DNSCloak: the ad blocker for apps
DNSCloak is a handy app that lets you choose a DNS proxy provider. What is that? DNS is an essential internet service: it matches IP addresses with domain names. When you type "google.fr" into your browser, a request is first sent to a DNS server (usually your internet service provider's) to find the IP address of "google.fr" (here: 172.217.20.131). Since iOS 11, Apple allows the use of a DNS proxy, which can provide several features: request encryption, ad request blocking, etc. On DNSCloak, I use adguard-dns, which lets me remove ads.

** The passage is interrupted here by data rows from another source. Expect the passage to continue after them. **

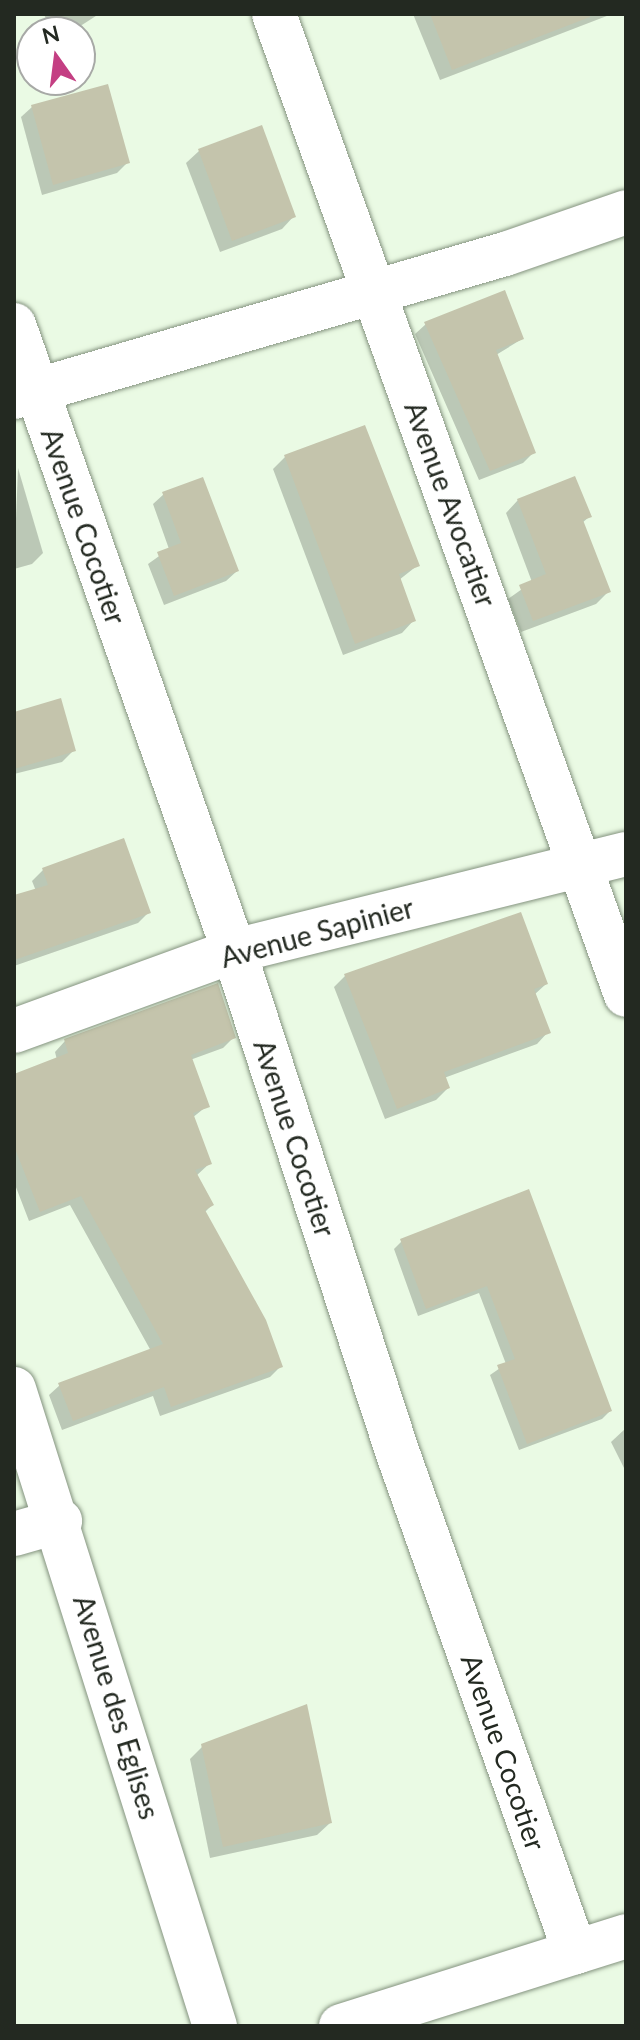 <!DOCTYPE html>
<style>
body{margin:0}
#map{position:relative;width:640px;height:2040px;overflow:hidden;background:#eafae4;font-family:Lato,sans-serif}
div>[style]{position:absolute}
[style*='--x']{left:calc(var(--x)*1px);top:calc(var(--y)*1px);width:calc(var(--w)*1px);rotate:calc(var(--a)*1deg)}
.shadow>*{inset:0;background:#0003}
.building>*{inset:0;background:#c4c4ac}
.roads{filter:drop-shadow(0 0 2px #84937f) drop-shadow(0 0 2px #84937f)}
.minor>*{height:44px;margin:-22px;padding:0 22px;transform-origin:22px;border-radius:22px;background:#fff}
.secondary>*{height:44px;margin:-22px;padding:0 22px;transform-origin:22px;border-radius:22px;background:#fff}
span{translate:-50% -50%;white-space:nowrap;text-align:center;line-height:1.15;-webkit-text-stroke:8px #fff;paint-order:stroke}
.street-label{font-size:28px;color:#232921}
.frame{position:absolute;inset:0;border:16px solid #232921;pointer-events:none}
.north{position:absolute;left:16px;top:16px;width:80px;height:80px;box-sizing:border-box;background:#fff;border:2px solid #a7a9a6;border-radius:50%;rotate:346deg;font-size:22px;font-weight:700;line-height:32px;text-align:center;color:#232921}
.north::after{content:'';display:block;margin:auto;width:28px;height:36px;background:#c43f83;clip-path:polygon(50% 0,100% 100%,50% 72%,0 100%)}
</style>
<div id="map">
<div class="shadow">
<div style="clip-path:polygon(44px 14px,99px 14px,71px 32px,51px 32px)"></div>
<div style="clip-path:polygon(413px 14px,612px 14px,440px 80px)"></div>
<div style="clip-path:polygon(32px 107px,127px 163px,117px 173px,42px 195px,21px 117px)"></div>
<div style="clip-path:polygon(199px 151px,294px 216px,282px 229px,220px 252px,186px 163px)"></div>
<div style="clip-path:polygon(426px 324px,522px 339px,496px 355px,533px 453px,523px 463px,479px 480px,415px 334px)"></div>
<div style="clip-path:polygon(285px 457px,418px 565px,399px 580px,414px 620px,402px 633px,343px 655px,273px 469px)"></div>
<div style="clip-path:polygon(18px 468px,43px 553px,32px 564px,14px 569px)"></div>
<div style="clip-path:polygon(164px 494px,237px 571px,226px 581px,164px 605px,148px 564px,169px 549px,153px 504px)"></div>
<div style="clip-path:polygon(518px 500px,589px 517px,582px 523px,609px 591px,596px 604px,521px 632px,508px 599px,532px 582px,506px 513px)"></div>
<div style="clip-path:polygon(14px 714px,74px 750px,62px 762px,14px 774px)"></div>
<div style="clip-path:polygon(43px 870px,149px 912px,138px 923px,14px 966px,14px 897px,36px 891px,32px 881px)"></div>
<div style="clip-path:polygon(345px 976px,546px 984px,534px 995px,548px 1032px,537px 1044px,444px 1078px,448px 1088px,436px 1100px,385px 1119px,334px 987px)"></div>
<div style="clip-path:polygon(234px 1037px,223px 1048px,190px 1060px,207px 1106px,192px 1118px,209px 1164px,196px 1176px,212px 1205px,204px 1213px,281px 1366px,270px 1377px,160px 1416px,153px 1396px,62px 1430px,49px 1395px,60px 1385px,151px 1351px,70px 1205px,29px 1221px,14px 1182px,14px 1076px,57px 1060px,55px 1052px,65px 1041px)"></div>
<div style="clip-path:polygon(528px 1192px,610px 1411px,602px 1419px,519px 1450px,490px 1375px,506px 1364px,479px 1293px,418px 1316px,394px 1249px,402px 1241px)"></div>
<div style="clip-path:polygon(626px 1428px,626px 1472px,611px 1442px)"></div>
<div style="clip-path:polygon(203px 1746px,330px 1823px,317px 1835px,210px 1858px,190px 1759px)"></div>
</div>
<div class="building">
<div style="clip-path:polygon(430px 14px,589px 14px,590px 17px,452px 70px)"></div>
<div style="clip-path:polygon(108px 84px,130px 163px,53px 185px,31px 105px)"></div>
<div style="clip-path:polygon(262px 125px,296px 217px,232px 241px,198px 149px)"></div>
<div style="clip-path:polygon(505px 290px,524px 339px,496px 350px,536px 453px,490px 471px,424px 322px)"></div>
<div style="clip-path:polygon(365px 425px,420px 566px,399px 574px,416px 621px,355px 644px,284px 455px)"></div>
<div style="clip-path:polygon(575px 476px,592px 517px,583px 520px,611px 592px,533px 621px,519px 585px,546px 574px,517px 499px)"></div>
<div style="clip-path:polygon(203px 477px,239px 571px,174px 596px,157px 552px,181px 543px,162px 492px)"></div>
<div style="clip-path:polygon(61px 698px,76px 751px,14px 769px,14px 712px)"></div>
<div style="clip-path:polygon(124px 838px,151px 913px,14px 960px,14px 895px,48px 885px,42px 868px)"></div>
<div style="clip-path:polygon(521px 912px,548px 984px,534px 989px,551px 1033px,444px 1072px,450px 1088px,397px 1109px,344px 974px)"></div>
<div style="clip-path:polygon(218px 983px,236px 1038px,191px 1055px,210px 1107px,193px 1113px,212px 1164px,195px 1170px,214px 1205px,205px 1210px,266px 1320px,283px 1367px,171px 1407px,164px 1387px,73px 1421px,58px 1383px,163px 1344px,81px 1196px,40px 1212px,14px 1146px,14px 1074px,68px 1053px,64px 1039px)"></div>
<div style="clip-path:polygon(529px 1189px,612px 1411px,527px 1444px,497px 1365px,515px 1359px,487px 1286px,426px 1309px,400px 1239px)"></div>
<div style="clip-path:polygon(307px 1704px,332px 1823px,223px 1847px,201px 1744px)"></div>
</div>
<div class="roads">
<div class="minor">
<div style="--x:274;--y:14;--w:1042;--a:70.26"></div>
<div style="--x:14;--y:325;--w:664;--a:70.64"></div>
<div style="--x:234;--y:951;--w:526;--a:71.94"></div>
<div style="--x:397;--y:1451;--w:532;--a:70.44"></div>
<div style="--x:14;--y:397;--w:511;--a:-16.24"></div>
<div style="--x:505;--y:254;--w:128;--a:-19.1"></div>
<div style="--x:14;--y:1031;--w:234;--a:-20"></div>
<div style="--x:234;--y:951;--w:404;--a:-13.9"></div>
<div style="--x:14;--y:1389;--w:668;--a:72.49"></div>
<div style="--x:14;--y:1534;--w:48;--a:-15.8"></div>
</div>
<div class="secondary">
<div style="--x:341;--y:2026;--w:299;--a:-17.5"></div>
</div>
</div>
<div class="street-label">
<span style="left:451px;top:504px;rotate:70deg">Avenue Avocatier</span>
<span style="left:84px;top:526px;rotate:71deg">Avenue Cocotier</span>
<span style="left:317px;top:932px;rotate:-15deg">Avenue Sapinier</span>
<span style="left:295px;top:1138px;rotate:72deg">Avenue Cocotier</span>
<span style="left:117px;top:1707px;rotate:73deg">Avenue des Eglises</span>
<span style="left:504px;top:1752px;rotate:71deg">Avenue Cocotier</span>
</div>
<div class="frame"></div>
<div class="north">N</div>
</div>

ProtonVPN: to hide and secure your browsing
If you want to secure your browsing and hide your IP address, you need a VPN. This intermediary is then the only one that knows your IP address, so you must choose it with great care. ProtonVPN is offered by the publisher of Protonmail, an encrypted email service based in Switzerland, developed by scientists at CERN and MIT, and with an excellent reputation for defending privacy. The crucial point: ProtonVPN does not keep logs of your traffic (and Swiss law does not require it to), so it cannot analyze your browsing afterwards. Note that you can also use ProtonVPN on your other devices (Mac, PC, etc.).
Protect your iPhone in case of theft
If your iPhone is stolen, it is important that your personal data is encrypted so the thief cannot access it. To do this, go to “Settings”, “Touch ID & Passcode”, and create your 6-digit code. Also, make sure to enable the option that erases data from the iPhone after 10 attempts (which will protect your iPhone from a brute-force attack). On the importance of encryption, read Tim Cook's letter, Apple's CEO, on his refusal to compromise iPhone encryption during the Apple-FBI case.
Here you should see the message "Data protection is activated."
Protect your Apple account in case of password leak
This is a good practice, also valid for your other accounts (Google, Facebook, etc.): enable two-factor authentication to protect access to your Apple account (your iCloud password alone will not be enough to access your account). To do this, go to “Settings”, then tap your name, and finally “Password & Security”.